My mom will shoot me.
This was a close encounter. After several drinks on Saturday night, my mom looked at me with a blank stare and said, “I can’t wait ‘till we can all be together—me, you, Tony and Rey—together up there.” Up there! As in up there in heaven!
That little comment pretty much sent me into a hysterical fit. I calmly excused myself and proceeded to the bedroom to barricade the door and cry myself to sleep in the closet. She decided not to send us up there that night.
An intruder will shoot me.
Another no go. But, I did shoot a gun myself, not at anyone of course.
I’ll get in a boating accident.
I think the jet ski/dam incident falls under this category. Although, I did see a spider in the boat, and had I been driving when it showed its ugly little face, it would’ve been a major accident.
My mom will live up to her nickname and be a complete and total bitch.

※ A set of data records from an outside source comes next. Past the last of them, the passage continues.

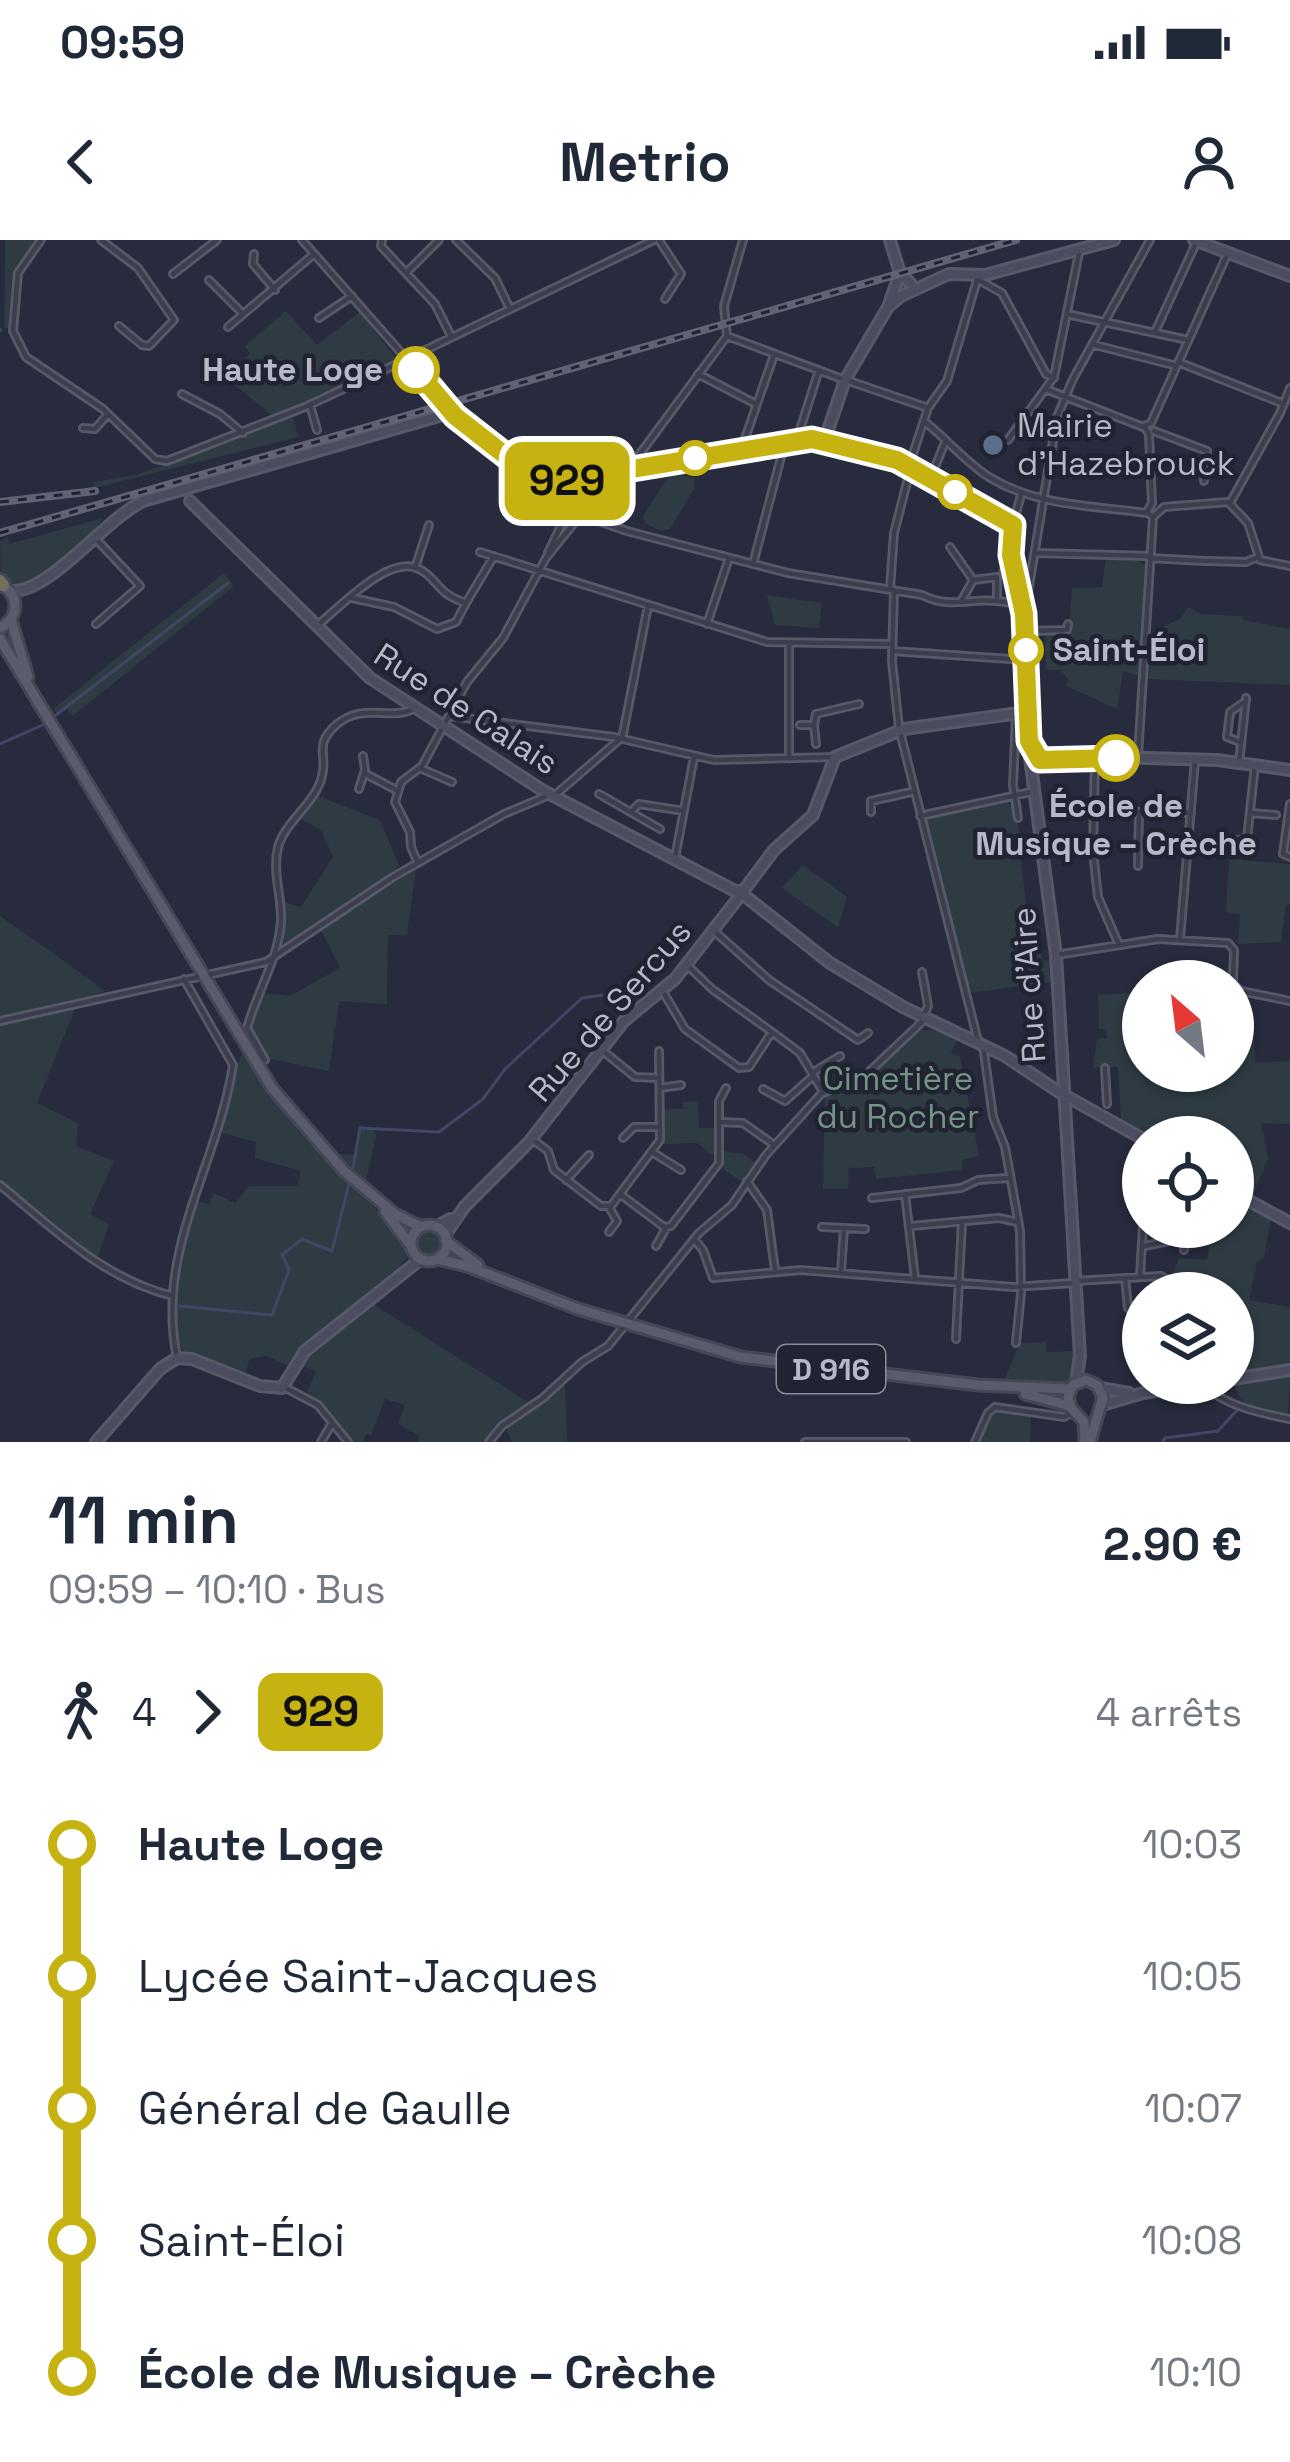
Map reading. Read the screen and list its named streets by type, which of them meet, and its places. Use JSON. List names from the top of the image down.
{
  "streets": {
    "main road": ["D 916"],
    "street": ["Rue de Calais", "Rue d'Aire", "Rue de Sercus"]
  },
  "crossings": [
    ["Rue de Calais", "Rue d'Aire"],
    ["Rue de Calais", "Rue de Sercus"],
    ["Rue d'Aire", "D 916"],
    ["Rue de Sercus", "D 916"]
  ],
  "parks": ["Cimetière du Rocher"],
  "places": [
    "Haute Loge",
    "Mairie d'Hazebrouck",
    "Saint-Éloi",
    "École de Musique – Crèche"
  ],
  "lines": ["bus line 929"],
  "north": "top left",
  "page": {
    "status": "09:59",
    "header": "Metrio",
    "on_map": "929",
    "heading": ["11 min", "09:59 – 10:10 · Bus", "2.90 €"],
    "legs": ["4", "929", "4 arrêts"],
    "list": [
      {
        "name": "Haute Loge",
        "value": "10:03"
      },
      {
        "name": "Lycée Saint-Jacques",
        "value": "10:05"
      },
      {
        "name": "Général de Gaulle",
        "value": "10:07"
      },
      {
        "name": "Saint-Éloi",
        "value": "10:08"
      },
      {
        "name": "École de Musique – Crèche",
        "value": "10:10"
      }
    ]
  }
}
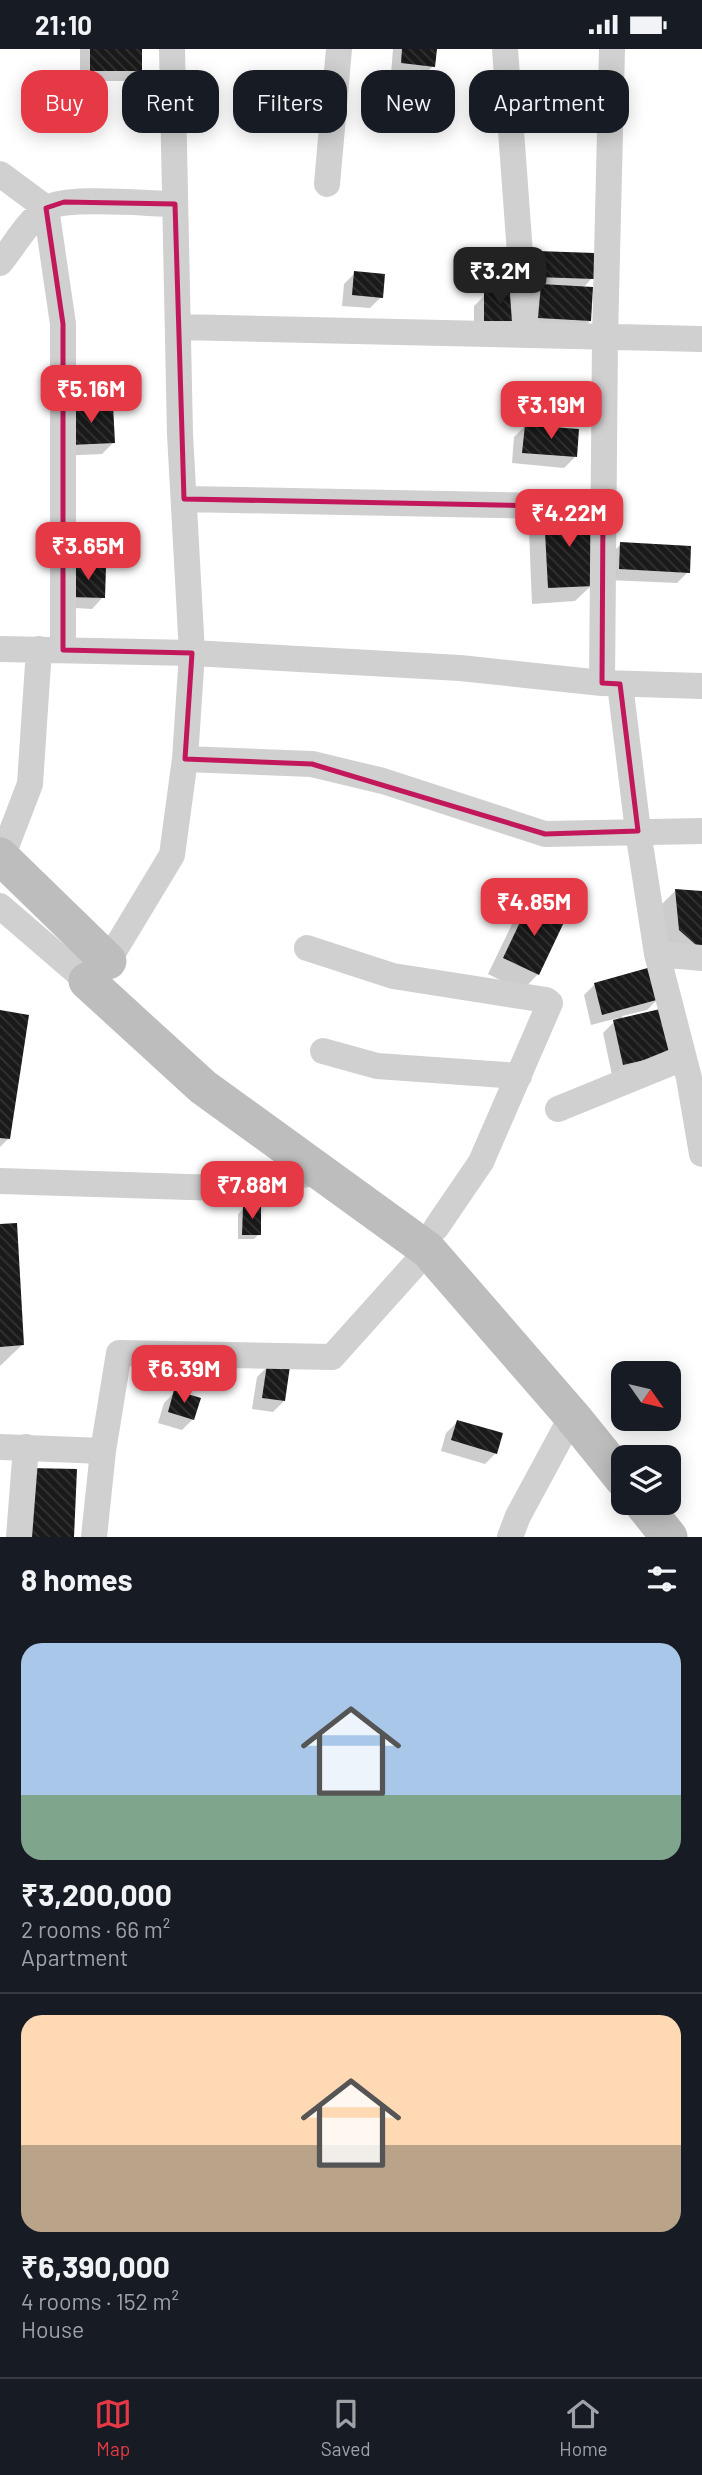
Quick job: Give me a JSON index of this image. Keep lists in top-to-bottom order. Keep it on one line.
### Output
{"north":"bottom right","page":{"status":"21:10","chip":["Buy","Rent","Filters","New","Apartment"],"price":["₹3.2M","₹5.16M","₹3.19M","₹4.22M","₹3.65M","₹4.85M","₹7.88M","₹6.39M"],"heading":"8 homes","list":[{"name":"₹3,200,000","note":"2 rooms · 66 m² · Apartment"},{"name":"₹6,390,000","note":"4 rooms · 152 m² · House"}],"tabs":["Map","Saved","Home"]}}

Turns out, my brother was the one who’d be a complete and total bitch. The first thing he said to me when I got off the plane was, “Man, Leila, you need to lose some weight! You’re getting fat!"
But, The Beast was not to be out done; she managed to insult my character and appearance several times over the weekend. She was mainly concerned with my “plainness” and “lack of style."
Overall, they were not as insulting as I had imagined, and I handled The Beast and Mini-Beast surprisingly well. In the words of Rey, “You like to dish it out as much as they do.” I can only offer that my “dishing” is always done purely in self-defense.